Each time a row is inserted into a Kudu table, Kudu looks up the primary key in the primary key index storage to check whether that primary key is already present in the table. If the primary key exists in the table, a "duplicate key" error is returned. In the typical case where data is being inserted at the current time as it arrives from the data source, only a small range of primary keys are "hot". So, each of these "check for presence" operations is very fast. It finds the cached primary key storage in memory and doesn’t require going to disk.
In the case when you load historical data, which is called "backfilling", from an offline data source, each row that is inserted is likely to reach a cold area of the primary key index which is not resident in memory and will cause one or more HDD disk seeks. For example, in a normal ingestion case where Kudu sustains a few million inserts per second, the "backfill" use case might sustain only a few thousand inserts per second.

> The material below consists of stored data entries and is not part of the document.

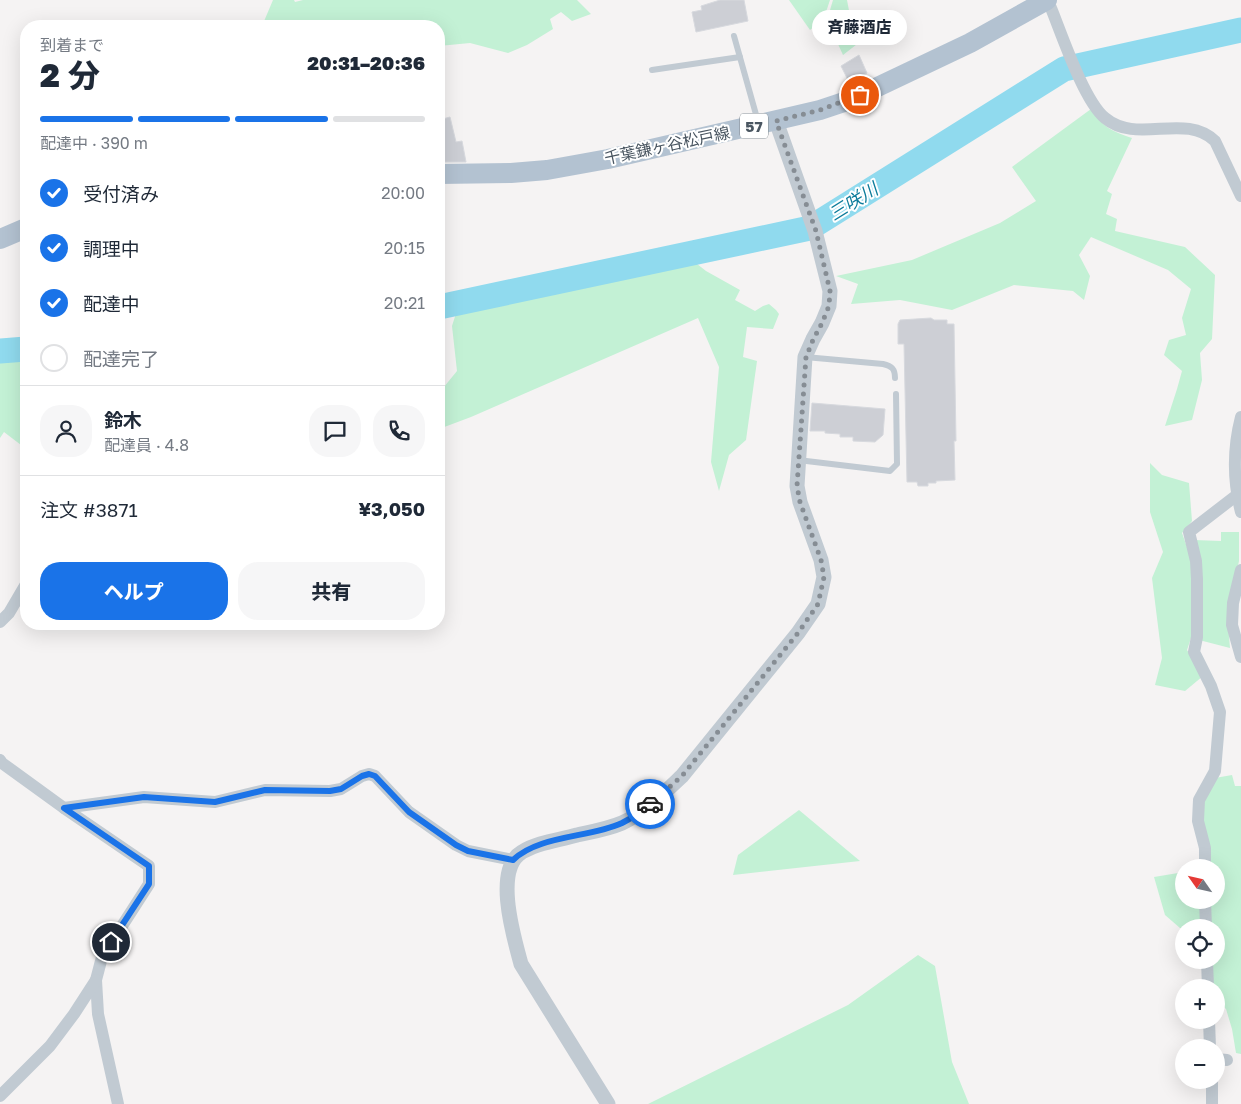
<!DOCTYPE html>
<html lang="ja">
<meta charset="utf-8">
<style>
:root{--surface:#fff;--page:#f6f6f7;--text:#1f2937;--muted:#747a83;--line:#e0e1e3;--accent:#1a73e8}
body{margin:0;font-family:"Golos Text","Noto Sans JP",sans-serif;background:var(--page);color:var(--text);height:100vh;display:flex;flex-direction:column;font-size:19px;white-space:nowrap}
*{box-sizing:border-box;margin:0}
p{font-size:16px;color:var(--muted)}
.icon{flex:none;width:28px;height:28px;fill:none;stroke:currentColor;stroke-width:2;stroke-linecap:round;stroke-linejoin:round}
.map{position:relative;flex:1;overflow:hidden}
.sheet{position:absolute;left:20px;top:20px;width:425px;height:610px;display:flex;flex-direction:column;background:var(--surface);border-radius:20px;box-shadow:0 5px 20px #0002}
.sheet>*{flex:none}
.needle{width:32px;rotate:304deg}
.buttons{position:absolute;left:1175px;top:859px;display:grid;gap:10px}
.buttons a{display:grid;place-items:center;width:50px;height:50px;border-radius:50%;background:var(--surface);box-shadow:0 5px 20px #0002;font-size:25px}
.pin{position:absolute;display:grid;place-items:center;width:42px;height:42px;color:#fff;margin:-21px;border:2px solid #fff;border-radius:50%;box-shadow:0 1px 5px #0007}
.courier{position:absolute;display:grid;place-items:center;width:50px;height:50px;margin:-25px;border:4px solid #1a73e8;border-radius:50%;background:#fff;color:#222;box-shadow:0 1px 6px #0007}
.bubble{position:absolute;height:35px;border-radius:18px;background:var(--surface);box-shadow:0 5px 20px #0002;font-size:16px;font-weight:800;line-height:35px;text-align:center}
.overview em{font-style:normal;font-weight:800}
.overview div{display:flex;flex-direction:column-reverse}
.overview{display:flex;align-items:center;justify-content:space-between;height:85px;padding:0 20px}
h1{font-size:32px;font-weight:800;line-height:38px}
.bar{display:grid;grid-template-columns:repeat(4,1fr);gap:8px 5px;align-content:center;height:60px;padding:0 20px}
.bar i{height:6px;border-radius:4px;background:var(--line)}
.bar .current{background:var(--accent)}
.bar p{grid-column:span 4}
.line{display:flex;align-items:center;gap:12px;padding:0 20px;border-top:1px solid var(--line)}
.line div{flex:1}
.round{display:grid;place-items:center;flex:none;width:52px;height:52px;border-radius:20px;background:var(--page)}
ol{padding:0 20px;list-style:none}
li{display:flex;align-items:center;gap:15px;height:55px}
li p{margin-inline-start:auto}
li .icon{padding:5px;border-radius:50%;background:var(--accent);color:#fff;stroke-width:4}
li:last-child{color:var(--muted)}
li i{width:28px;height:28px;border:2px solid var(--line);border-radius:50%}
.primary-button{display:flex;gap:10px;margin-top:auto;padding:10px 20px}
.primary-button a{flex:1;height:58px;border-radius:20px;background:var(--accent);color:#fff;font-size:20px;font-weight:800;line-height:58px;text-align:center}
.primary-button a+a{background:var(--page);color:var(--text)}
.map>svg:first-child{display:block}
</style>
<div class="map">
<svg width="1241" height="1104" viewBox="0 0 1241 1104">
<rect width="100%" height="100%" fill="#f5f3f3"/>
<!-- green -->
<g fill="#c3f1d5">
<path d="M 273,0 L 294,0 L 295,2 L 303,0 L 577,0 L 591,14 L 572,21 L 561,12 L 550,19 L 553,29 L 527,45 L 508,53 L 470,43 L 439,46 L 439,26 L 262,26 Z"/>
<path d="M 789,0 L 830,0 L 824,18 L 810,30 Z"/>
<path d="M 833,0 L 847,0 L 851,21 L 861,41 L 843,55 L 827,20 Z"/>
<path d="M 1091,109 C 1103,127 1111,131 1132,138 L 1107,191 L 1112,194 L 1106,214 L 1117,219 L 1115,231 L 1185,247 L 1215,275 L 1212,339 L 1200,353 L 1202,380 L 1192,420 L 1165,426 L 1177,389 L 1182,371 L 1164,355 L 1169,340 L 1186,335 L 1182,318 L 1191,289 L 1168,270 L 1091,237 L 1079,255 L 1090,276 L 1084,300 L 1073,291 L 1014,285 L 952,310 L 900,300 L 851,304 L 858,284 L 836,276 L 912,260 L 1000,223 L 1036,201 L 1012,167 Z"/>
<path d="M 692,260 L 706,271 L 740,290 L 735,300 L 755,311 L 763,306 L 769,304 L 776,310 L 779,314 L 773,329 L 747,327 L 743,357 L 757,361 L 746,440 L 729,455 L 719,491 L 711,462 L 719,367 L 698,318 L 471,417 L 439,429 L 439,393 L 457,371 L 452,326 L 458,307 Z"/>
<path d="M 26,358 L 26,441 L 21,445 L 4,432 L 0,438 L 0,360 Z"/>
<path d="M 1150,463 L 1162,475 L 1189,483 L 1192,521 L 1182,533 L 1193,564 L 1192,635 L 1187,650 L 1203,676 L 1185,691 L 1155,685 L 1162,658 L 1152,578 L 1163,552 L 1150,512 Z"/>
<path d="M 1221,532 L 1239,532 L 1239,561 L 1231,598 L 1228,624 L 1230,648 L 1199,640 L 1194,540 L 1221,541 Z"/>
<path d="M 1232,775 L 1235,786 L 1241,786 L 1241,1054 L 1236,1053 L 1232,1029 L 1226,1009 L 1216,999 L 1216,988 L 1212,987 L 1211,960 L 1216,960 L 1216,928 L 1180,928 L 1165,915 L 1154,877 L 1184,872 L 1184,900 L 1216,900 L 1216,868 L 1201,867 L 1203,801 L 1215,778 Z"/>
<path d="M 799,810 L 860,861 L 733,875 L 738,855 Z"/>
<path d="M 918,955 L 935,966 L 952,1062 L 969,1104 L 648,1104 L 848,1005 Z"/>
</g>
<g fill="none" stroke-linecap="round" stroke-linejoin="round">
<!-- river -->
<g stroke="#90daee" stroke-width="25">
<path d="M 439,307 L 810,228 L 1064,69 L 1241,30"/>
<path d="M 0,351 L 26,349"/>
</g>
</g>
<!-- building -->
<g fill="#cdcfd5" stroke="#d7d9de">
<path d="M 720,0 L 744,0 L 748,21 L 696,32 L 692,12 L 702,10 L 701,6 Z"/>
<path d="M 859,55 L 867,73 L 863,75 L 865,80 L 851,86 L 841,66 Z"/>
<path d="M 450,117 L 456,142 L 462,141 L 466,162 L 439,162 L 439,120 Z"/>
<path d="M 931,318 L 934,320 L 947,320 L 947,324 L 954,324 L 956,441 L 954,441 L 955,480 L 936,481 L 936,483 L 928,483 L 928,486 L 918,486 L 917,482 L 907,482 L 904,344 L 898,344 L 898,324 L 900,320 Z"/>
<path d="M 812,403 L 885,409 L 883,435 L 875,442 L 853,441 L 853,437 L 840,437 L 840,434 L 825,433 L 825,431 L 810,431 Z"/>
</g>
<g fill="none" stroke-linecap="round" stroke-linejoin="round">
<!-- service -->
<g stroke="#c1cad2" stroke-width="6">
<path d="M 734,36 L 757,118"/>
<path d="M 652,70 L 740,57"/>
<path d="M 805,357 L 883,364 C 892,366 895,369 895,378"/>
<path d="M 798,460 L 890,471 L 897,464 L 896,394"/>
</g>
<!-- minor -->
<g stroke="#c1cad2" stroke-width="12">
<path d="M 1046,1 L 1051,8 C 1062,35 1084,101 1105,118 C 1137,145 1185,112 1215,141 L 1241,196"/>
<path d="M 1241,417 C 1233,448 1233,481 1241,512"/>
<path d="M 1241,570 L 1233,603 L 1232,625 L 1241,657"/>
<path d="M 0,622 L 9,613 L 26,584"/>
<path d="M 0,760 L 2,763 L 64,808 L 149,866 L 149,884 L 102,957 L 96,980 L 98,1014 L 118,1104"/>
<path d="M 64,808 L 144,797 L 215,802 L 265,790 L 330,791 L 341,789 L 362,776 L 369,774 L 375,776 L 409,812 L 456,845 L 468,851 L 513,860"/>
<path d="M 1205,868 L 1205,848 L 1198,821 L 1199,800 L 1215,771 L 1220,712 L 1211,686 L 1194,652 L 1197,637 L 1197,579 L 1196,561 L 1189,532 L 1237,495"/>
<path d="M 1205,900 L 1206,928"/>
<path d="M 1207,960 L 1208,988"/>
<path d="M 1209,1020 L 1210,1048"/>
<path d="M 1216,1059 L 1227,1060"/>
<path d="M 1212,1080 L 1212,1104"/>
<path d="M 0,1096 L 50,1046 L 74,1014 L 96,980"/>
</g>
<!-- tertiary -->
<path stroke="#c1cad2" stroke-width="15" d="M 608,1104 L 521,964 C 514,938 493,869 522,852 C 538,842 560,840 577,835 C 591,832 608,829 622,823 C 644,813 664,793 682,776 L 798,633 L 818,604 L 824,577 L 821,560 L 800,502 L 797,486 L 805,357 L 813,339 L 822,323 L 829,306 L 830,291 L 815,231 L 776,121"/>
<!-- primary -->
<g stroke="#b3c2d1" stroke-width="20">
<path d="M 439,174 L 511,173 L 547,170 L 608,159 L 820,110 L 850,100 L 970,43 L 1047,0"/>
<path d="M 0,239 L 26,228"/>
</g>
</g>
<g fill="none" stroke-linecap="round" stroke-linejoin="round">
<!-- done -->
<path stroke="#868d94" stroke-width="5" stroke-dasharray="0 9" d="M 650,804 L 682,776 L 798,633 L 818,604 L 824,577 L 821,560 L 800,502 L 797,486 L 806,357 L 813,340 L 822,323 L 829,306 L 830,291 L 816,231 L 776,121 L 820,110 L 860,95"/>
<!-- route -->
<path stroke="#1a73e8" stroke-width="6" d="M 111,942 L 149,884 L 149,866 L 64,808 L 144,797 L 215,802 L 265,790 L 330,791 L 341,789 L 362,776 L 369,774 L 375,776 L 409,812 L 456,845 L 468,851 L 513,860 C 539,835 589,838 622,823 C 632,818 642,811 650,804"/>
</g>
<g text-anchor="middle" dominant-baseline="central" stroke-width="4" stroke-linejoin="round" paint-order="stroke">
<!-- shield labels -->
<rect fill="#fff" stroke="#808990" stroke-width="1" x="740" y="113.5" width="28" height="25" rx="4"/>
<g font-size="15" font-weight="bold" fill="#4a5661">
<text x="754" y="126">57</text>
</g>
<!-- street labels -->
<g font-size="16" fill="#4a5661" stroke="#fff">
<text transform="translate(667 145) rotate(-12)">千葉鎌ヶ谷松戸線</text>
</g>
<!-- water labels -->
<g font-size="18" font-style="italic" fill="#0c7c9b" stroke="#fff">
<text transform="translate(853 201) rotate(-32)">三咲川</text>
</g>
</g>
</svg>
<div class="buttons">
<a><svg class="needle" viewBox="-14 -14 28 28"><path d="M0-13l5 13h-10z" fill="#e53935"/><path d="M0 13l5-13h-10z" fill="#747a83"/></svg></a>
<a><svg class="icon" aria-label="locate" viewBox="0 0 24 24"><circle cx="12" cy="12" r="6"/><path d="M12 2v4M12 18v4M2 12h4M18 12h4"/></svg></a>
<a>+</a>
<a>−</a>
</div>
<div class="pin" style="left:860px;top:95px;background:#ea580c"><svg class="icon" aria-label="bag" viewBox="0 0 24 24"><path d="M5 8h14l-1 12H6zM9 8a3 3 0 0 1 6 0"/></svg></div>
<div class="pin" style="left:111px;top:942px;background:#1f2937"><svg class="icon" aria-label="home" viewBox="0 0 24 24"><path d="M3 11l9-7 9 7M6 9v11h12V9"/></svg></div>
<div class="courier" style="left:650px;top:804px"><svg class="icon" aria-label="car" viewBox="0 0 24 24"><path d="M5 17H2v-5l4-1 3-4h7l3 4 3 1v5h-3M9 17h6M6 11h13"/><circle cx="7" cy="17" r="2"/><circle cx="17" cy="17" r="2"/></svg></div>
<div class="bubble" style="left:812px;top:10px;width:95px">斉藤酒店</div>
<section class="sheet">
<div class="overview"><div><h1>2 分</h1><p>到着まで</p></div><em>20:31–20:36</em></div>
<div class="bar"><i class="current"></i><i class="current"></i><i class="current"></i><i></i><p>配達中 · 390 m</p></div>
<ol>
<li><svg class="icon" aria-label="check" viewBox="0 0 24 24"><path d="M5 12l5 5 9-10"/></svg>受付済み<p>20:00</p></li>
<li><svg class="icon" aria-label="check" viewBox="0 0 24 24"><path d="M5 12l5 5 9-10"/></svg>調理中<p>20:15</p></li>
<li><svg class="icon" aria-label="check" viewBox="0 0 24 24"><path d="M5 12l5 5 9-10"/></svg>配達中<p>20:21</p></li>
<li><i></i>配達完了</li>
</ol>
<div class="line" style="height:90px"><a class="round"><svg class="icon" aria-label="person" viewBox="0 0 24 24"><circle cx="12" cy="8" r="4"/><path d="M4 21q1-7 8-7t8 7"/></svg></a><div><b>鈴木</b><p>配達員 · 4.8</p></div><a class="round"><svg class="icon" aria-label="chat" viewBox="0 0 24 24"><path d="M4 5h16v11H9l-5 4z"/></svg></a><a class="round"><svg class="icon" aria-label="phone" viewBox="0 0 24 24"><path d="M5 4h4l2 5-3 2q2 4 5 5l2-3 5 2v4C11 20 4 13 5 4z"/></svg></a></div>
<div class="line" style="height:65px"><div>注文 #3871</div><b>¥3,050</b></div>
<div class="primary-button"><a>ヘルプ</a><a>共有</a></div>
</section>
</div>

To alleviate the performance issue during backfilling, consider the following options:
-
Make the primary keys more compressible.
For example, with the first column of a primary key being a random ID of 32-bytes, caching one billion primary keys would require at least 32 GB of RAM to stay in cache. If caching backfill primary keys from several days ago, you need to have several times 32 GB of memory. By changing the primary key to be more compressible, you increase the likelihood that the primary keys can fit in cache and thus reducing the amount of random disk I/Os.
- Use SSDs for storage as random seeks are orders of magnitude faster than spinning disks.
- Change the primary key structure such that the backfill writes find a continuous range of primary keys.